Produce a faithful copy of the data, one that leaves out the pictures.

*** DATA SHOWN Section Begins ***

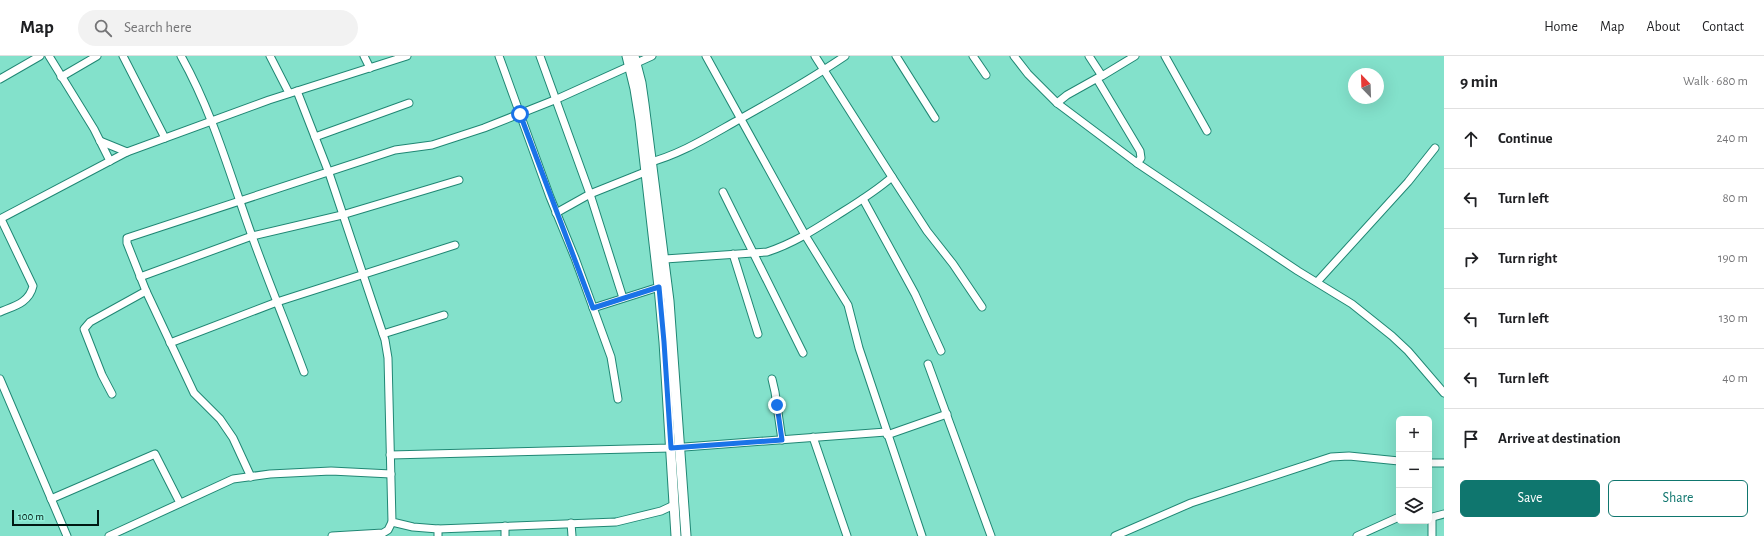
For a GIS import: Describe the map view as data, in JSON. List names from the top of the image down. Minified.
{"scale_bar":"100 m","north":"top left","page":{"header":"Map","search":"Search here","nav":["Home","Map","About","Contact"],"heading":["9 min","Walk · 680 m"],"list":[["Continue","240 m"],["Turn left","80 m"],["Turn right","190 m"],["Turn left","130 m"],["Turn left","40 m"],"Arrive at destination"],"map_buttons":["+","−"],"buttons":["Save","Share"],"scale":"100 m"}}
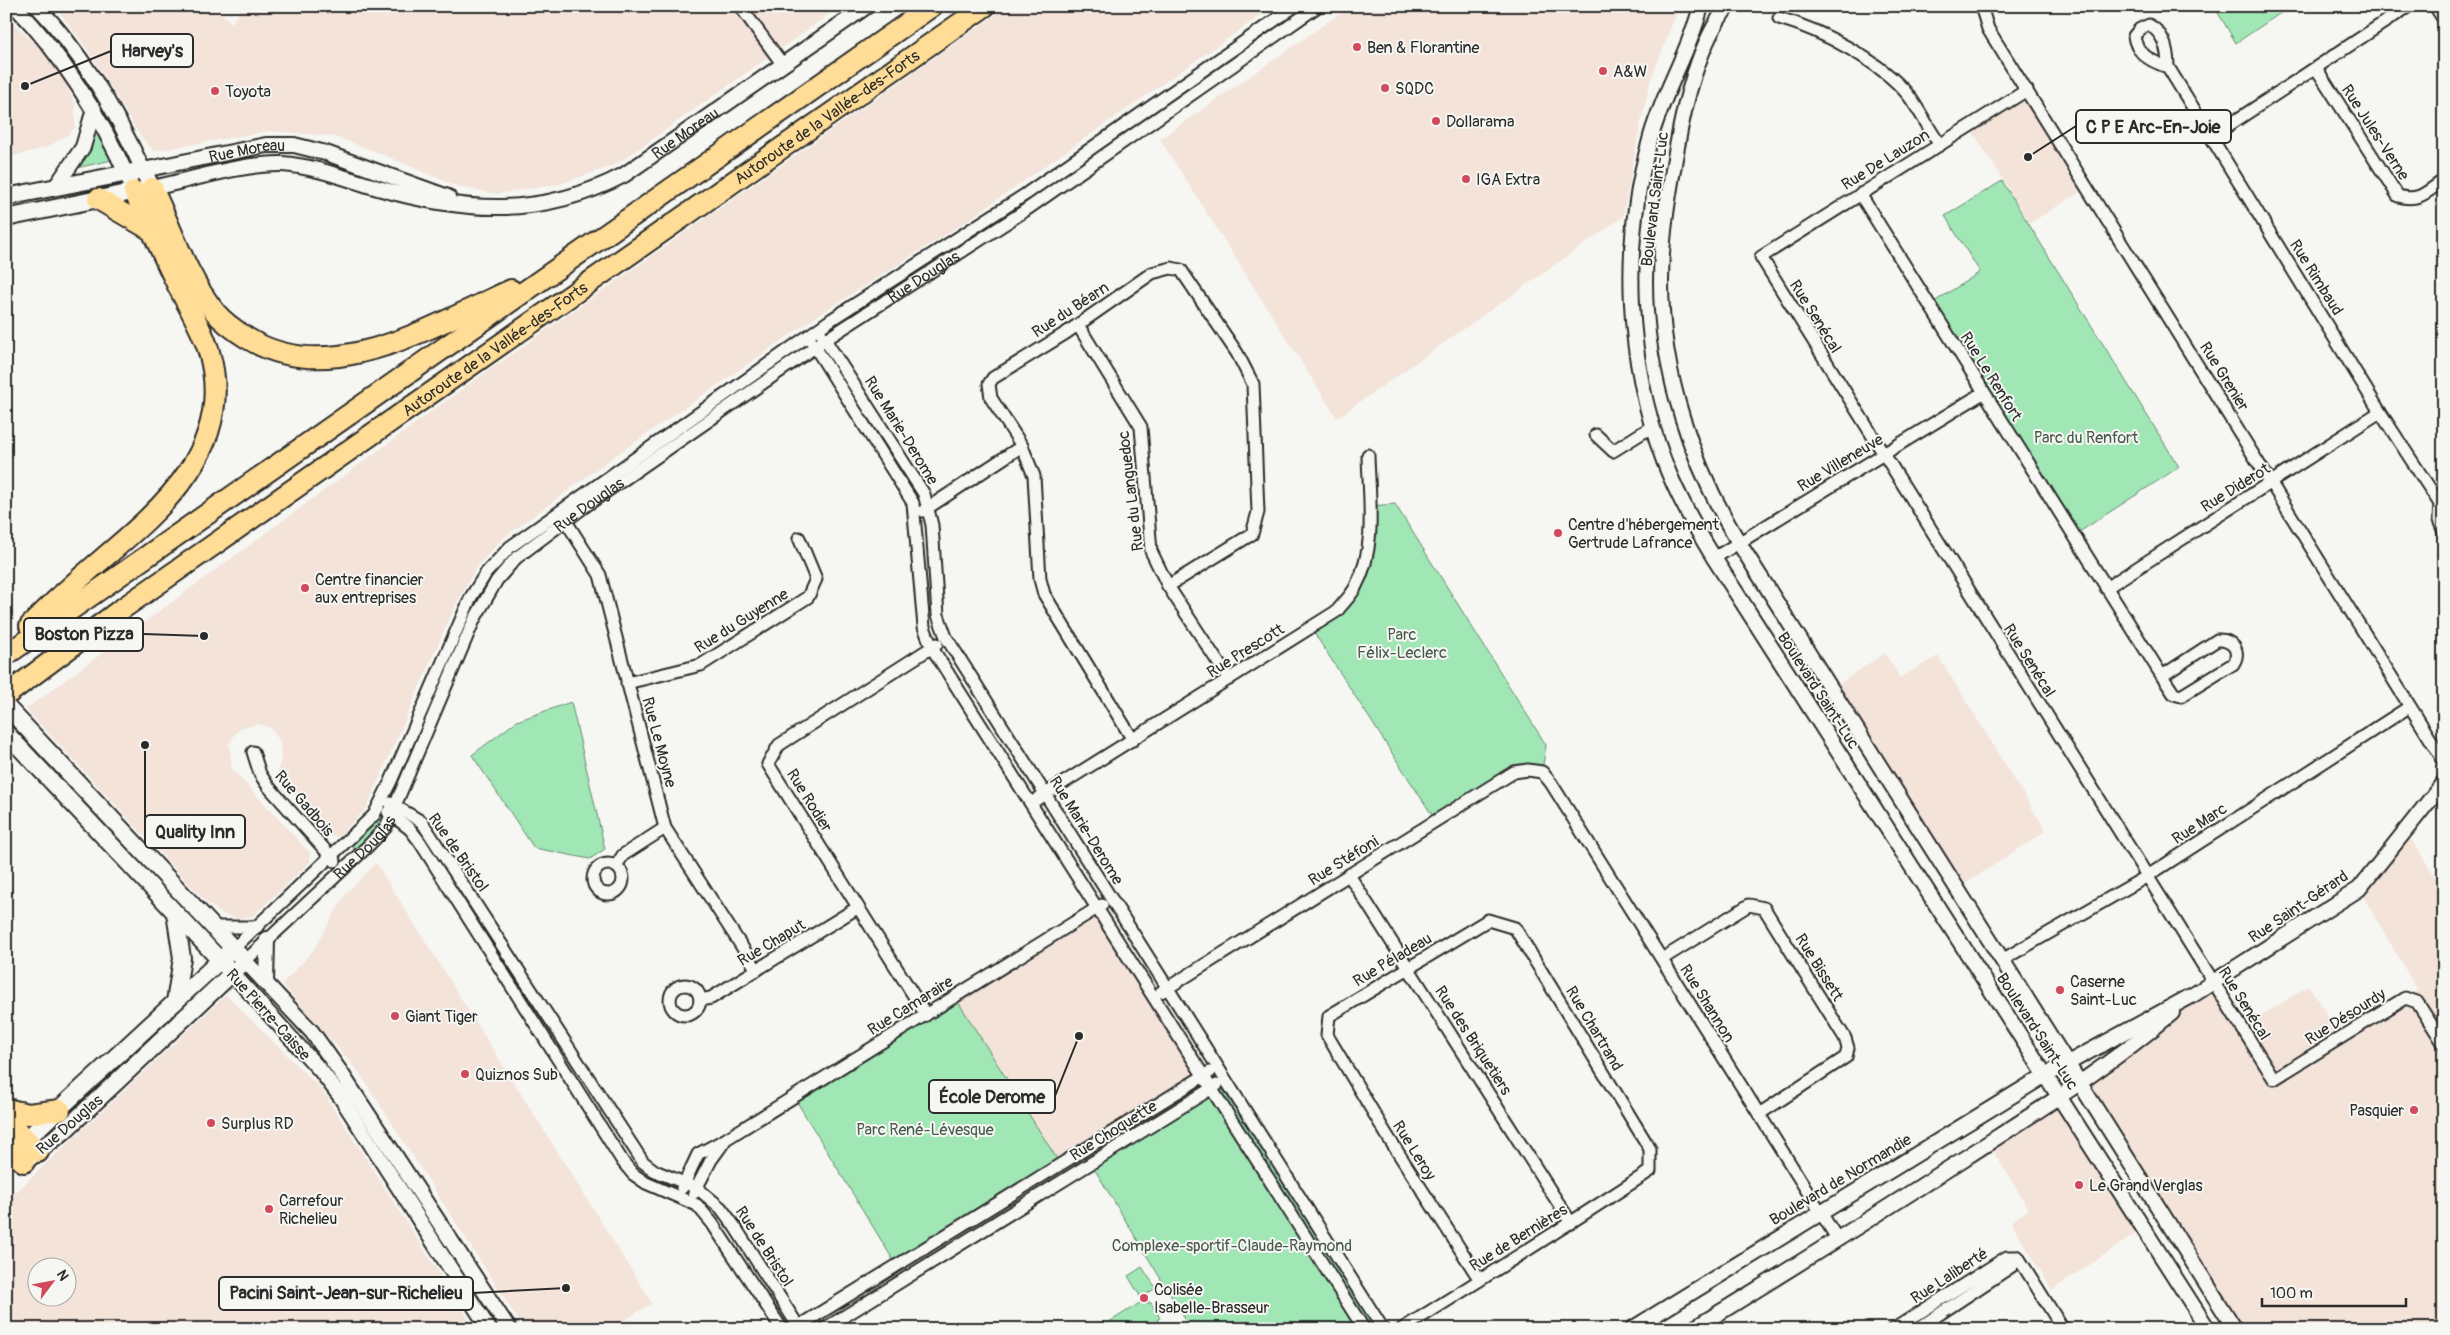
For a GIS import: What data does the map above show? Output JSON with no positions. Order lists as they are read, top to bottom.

*** DATA SHOWN Section Ends ***

- EXERCISE ANSWER
For a GIS import: Describe the map view as data, in JSON. List names from the top of the image down. Minified.
{"scale_bar":"100 m","north":"top left","page":{"header":"Map","search":"Search here","nav":["Home","Map","About","Contact"],"heading":["9 min","Walk · 680 m"],"list":[["Continue","240 m"],["Turn left","80 m"],["Turn right","190 m"],["Turn left","130 m"],["Turn left","40 m"],"Arrive at destination"],"map_buttons":["+","−"],"buttons":["Save","Share"],"scale":"100 m"}}
For a GIS import: What data does the map above show? Output JSON with no positions. Order lists as they are read, top to bottom.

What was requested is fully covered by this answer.